▶ [ACTIVITY]
Each line that contains the string "column" counts once; report how many such lines appear in the data, as a number only.

[Stored items]
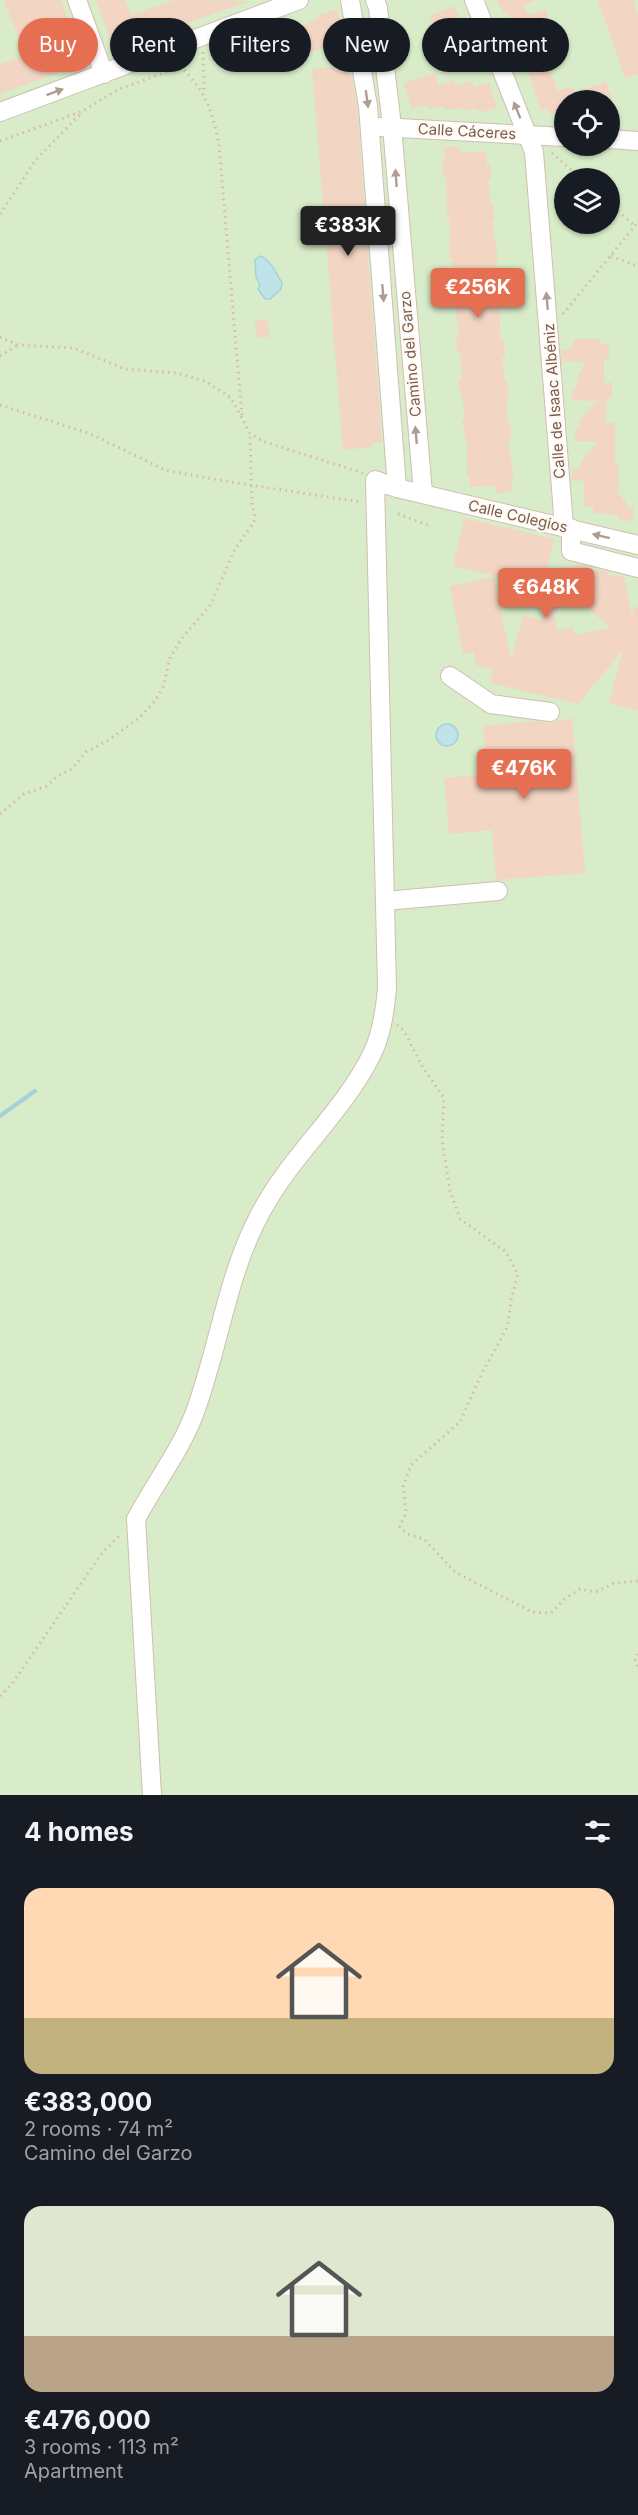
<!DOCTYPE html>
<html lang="en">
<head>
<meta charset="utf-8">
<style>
	:root { --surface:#171b24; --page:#20242c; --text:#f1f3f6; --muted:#9ea1a6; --accent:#e76f51 }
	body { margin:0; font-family:Inter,sans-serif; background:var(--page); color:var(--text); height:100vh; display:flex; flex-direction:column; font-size:22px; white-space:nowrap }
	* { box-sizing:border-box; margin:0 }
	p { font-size:20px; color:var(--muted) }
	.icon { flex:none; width:33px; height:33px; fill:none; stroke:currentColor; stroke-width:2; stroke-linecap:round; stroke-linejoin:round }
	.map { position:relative; height:1795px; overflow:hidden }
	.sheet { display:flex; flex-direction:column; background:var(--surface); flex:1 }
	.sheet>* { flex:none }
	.banner { position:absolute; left:18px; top:18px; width:603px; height:54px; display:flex; gap:12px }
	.controls { position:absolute; left:554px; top:90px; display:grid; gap:12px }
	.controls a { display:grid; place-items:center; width:66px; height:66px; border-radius:50%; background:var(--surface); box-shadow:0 2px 4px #0004; font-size:30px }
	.price { position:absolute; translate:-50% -51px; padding:0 14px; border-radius:6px; background:var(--accent); color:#fff; font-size:20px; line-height:39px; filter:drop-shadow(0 2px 3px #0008) }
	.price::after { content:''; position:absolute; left:50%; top:36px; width:18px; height:14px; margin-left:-9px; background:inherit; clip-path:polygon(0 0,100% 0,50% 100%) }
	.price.on { background:#222; color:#fff }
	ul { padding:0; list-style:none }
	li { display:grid; align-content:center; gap:12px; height:318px; padding:0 24px }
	li span { display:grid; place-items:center; height:186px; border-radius:18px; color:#555 }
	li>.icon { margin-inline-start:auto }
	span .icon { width:108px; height:108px; fill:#fffc; stroke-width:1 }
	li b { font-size:26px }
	h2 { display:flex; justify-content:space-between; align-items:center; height:72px; padding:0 24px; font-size:26px }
	.pill { padding:0 21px; border-radius:27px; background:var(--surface); box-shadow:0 2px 4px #0004; font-size:21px; line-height:54px }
	.pill.on { background:var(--accent); color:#fff }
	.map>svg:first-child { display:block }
	.green { fill:#d8ecc9; fill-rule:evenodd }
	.water { fill:#bfe3e8; stroke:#a5d3da; stroke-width:1.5 }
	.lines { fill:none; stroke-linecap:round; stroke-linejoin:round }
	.stream { stroke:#a5d3da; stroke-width:4.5 }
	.building { fill:#f3d5c3; fill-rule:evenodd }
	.minor-casing { stroke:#d1beb0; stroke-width:20 }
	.path { stroke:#d9b8a5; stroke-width:3; stroke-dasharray:1.5 4.5; stroke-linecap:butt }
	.minor { stroke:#fff; stroke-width:18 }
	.oneway { fill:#af9d94 }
	.labels { text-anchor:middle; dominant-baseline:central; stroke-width:4.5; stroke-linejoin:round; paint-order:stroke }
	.street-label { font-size:15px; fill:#7a5c4d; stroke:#fffaf3 }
</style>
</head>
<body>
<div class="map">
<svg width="638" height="1795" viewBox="0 0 638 1795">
	<rect width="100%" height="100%" fill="#fdf6ec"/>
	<path class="green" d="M0 0H638V1795H0ZM564 100H609V146H564ZM564 178H609V224H564Z"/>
	<g class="water">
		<path d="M260 256C271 260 276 273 282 283L281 289 270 299H265L258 289 260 285 256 277 255 260Z"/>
		<circle cx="447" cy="735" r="11"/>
	</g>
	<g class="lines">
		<polyline class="stream" points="0,1116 35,1091"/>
	</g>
	<g class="building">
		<polygon points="4,0 61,0 84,63 0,94 0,64 25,55"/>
		<polygon points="96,0 125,0 131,15 174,0 249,1 114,50"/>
		<polygon points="497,0 536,0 524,5 529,15 546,9 554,37 539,43 558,91 573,87 575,92 606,82 612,100 564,100 564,109 560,112 550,115 547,108 541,111 508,12 504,14"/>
		<polygon points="598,0 633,0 638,16 638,74 625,78"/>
		<polygon points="455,6 465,37 433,50 425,31 434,28 429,16"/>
		<polygon points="337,9 345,40 309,53 300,27 319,18 318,15"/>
		<polygon points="341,67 341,71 350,70 357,107 382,442 372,443 372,447 343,450 312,69"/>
		<polygon points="435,73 439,85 454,80 456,86 472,81 474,87 489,82 497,107 483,112 473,108 465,111 460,108 448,110 438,106 431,109 425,105 411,108 404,83"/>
		<polygon points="444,147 459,147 460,153 486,151 487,165 490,164 491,180 488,180 491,205 493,205 494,213 495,220 492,221 498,261 495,262 497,287 499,287 500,327 501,341 504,341 505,357 502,357 505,382 507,382 509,398 506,398 508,423 510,423 511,438 508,439 514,481 511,482 512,491 497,494 496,486 470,487 469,476 467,476 467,447 462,420 465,419 464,408 459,386 459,379 462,378 460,353 457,353 456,338 459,338 458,325 451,284 454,283 452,258 449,258 450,229 449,217 447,217 446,176 443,176 442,161 445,161"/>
		<polygon points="268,319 269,337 257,338 255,320"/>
		<polygon points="574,339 601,339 600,343 609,344 609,359 604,359 604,383 612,382 612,398 607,398 606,423 615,423 615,463 618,463 618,496 622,495 622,500 626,500 626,507 633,507 633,521 619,520 619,515 593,513 593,507 584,507 584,481 572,480 572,469 579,469 583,459 599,441 575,441 575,429 579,429 580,420 597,401 572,400 573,388 577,388 577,380 585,362 562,361 561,350 572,349"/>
		<path d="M464 518 554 539 547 570 582 565 591 568V571L598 570 608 572V575L624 576 632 615 634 607H638V711L609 703 623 650 578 704 490 683 493 670 476 665 474 652 463 654 450 586 494 577 511 660 523 615 542 620 550 591 551 599 558 590 453 566ZM565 601 578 611 583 605 611 628 575 635 573 627 557 630 554 614Z"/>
		<polygon points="572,718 585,873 496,880 492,830 449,834 444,778 487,774 483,726 535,721 549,723"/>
	</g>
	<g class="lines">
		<g class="minor-casing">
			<g id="minor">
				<polyline points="77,0 104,74"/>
				<polyline points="350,0 368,106 397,488"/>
				<polyline points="375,0 378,8 392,126 423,493"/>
				<polyline points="474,0 534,152 564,526"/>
				<polyline points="0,112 299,0"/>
				<polyline points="380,127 564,137"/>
				<polyline points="609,139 638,141"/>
				<polyline points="571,528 571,551 638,568"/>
				<polyline points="450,676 491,704 550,712"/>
				<polyline points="385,901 498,891"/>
				<path d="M152 1795 136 1519C155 1483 181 1450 195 1412 219 1347 227 1275 260 1214 290 1156 343 1113 372 1054 382 1034 385 1010 387 988L375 480 397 488 638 545"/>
			</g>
		</g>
		<g class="path">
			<polyline points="203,52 204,90"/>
			<path d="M176 61C206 94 210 101 219 145L242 416"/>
			<polyline points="0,141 83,111 117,90 172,70 180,65"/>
			<polyline points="552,153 578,176"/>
			<polyline points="576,178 584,173 593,178"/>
			<polyline points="609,203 635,226"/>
			<polyline points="0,214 35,161 81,113"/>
			<polyline points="611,256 638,266"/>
			<polyline points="563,314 638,222"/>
			<polyline points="0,337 18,345 73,348 125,369 177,373 205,381 231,398 250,433 262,441 363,473"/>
			<polyline points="0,356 18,345"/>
			<polyline points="0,405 91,434 165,470 230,482 361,502"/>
			<polyline points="398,514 428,525"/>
			<polyline points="0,814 24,794 47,786 56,777 72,769 86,752 109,740 140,717 155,701 163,687 170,658 182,638 211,604 235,549 254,522 255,513 252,507 250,434"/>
			<polyline points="397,1025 404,1031 422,1066 444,1098 442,1139 450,1191 460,1219 505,1251 518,1274 511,1300 508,1326 482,1373 460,1422 411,1465 403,1487 406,1512 400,1527 407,1534 424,1539 455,1572 532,1612 551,1613 566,1598 580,1589 596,1592 614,1583 638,1581"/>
			<polyline points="638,1654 635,1661 638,1667"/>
			<polyline points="0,1696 12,1684 102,1553 121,1534"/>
		</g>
		<use href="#minor" class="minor"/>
	</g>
	<defs><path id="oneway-solid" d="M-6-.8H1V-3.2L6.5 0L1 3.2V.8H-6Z" transform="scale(1.5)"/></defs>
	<g class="oneway">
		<use href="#oneway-solid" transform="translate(55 92) rotate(-20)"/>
		<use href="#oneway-solid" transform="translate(367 99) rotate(82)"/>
		<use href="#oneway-solid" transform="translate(517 110) rotate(-112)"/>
		<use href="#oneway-solid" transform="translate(396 178) rotate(-94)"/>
		<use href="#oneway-solid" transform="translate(383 293) rotate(85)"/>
		<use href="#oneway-solid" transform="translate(547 301) rotate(-95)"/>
		<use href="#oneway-solid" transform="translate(416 435) rotate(-95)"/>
		<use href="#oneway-solid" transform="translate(601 536) rotate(-166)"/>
	</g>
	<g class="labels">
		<g class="street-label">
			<text transform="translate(467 131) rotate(3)">Calle Cáceres</text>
			<text transform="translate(410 354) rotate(-95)">Camino del Garzo</text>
			<text transform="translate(554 401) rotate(-94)">Calle de Isaac Albéniz</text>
			<text transform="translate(518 516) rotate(13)">Calle Colegios</text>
		</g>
	</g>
</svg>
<div class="controls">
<a><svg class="icon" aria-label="locate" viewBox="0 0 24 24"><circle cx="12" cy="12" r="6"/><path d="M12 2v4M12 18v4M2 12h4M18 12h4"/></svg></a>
<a><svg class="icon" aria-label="layers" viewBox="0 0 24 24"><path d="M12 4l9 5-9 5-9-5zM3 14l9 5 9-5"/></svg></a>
</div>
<b class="price on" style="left:348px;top:257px">€383K</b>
<b class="price" style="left:478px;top:319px">€256K</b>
<b class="price" style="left:546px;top:619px">€648K</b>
<b class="price" style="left:524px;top:800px">€476K</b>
<div class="banner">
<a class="pill on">Buy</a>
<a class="pill">Rent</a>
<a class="pill">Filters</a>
<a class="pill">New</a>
<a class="pill">Apartment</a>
</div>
</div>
<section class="sheet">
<h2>4 homes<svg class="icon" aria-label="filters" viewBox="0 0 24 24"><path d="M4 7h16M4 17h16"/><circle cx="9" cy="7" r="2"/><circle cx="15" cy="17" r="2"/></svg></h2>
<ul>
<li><span style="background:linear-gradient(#ffd9b3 70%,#c2b280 0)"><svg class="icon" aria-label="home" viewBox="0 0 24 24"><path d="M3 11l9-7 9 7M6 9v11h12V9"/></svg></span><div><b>€383,000</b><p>2 rooms · 74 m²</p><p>Camino del Garzo</p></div></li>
<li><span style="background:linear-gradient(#dfe7d0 70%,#b9a48a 0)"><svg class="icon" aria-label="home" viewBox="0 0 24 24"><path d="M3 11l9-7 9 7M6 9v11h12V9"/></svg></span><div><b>€476,000</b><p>3 rooms · 113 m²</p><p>Apartment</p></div></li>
</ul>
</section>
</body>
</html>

▶ [SOLVED PROBLEM]
2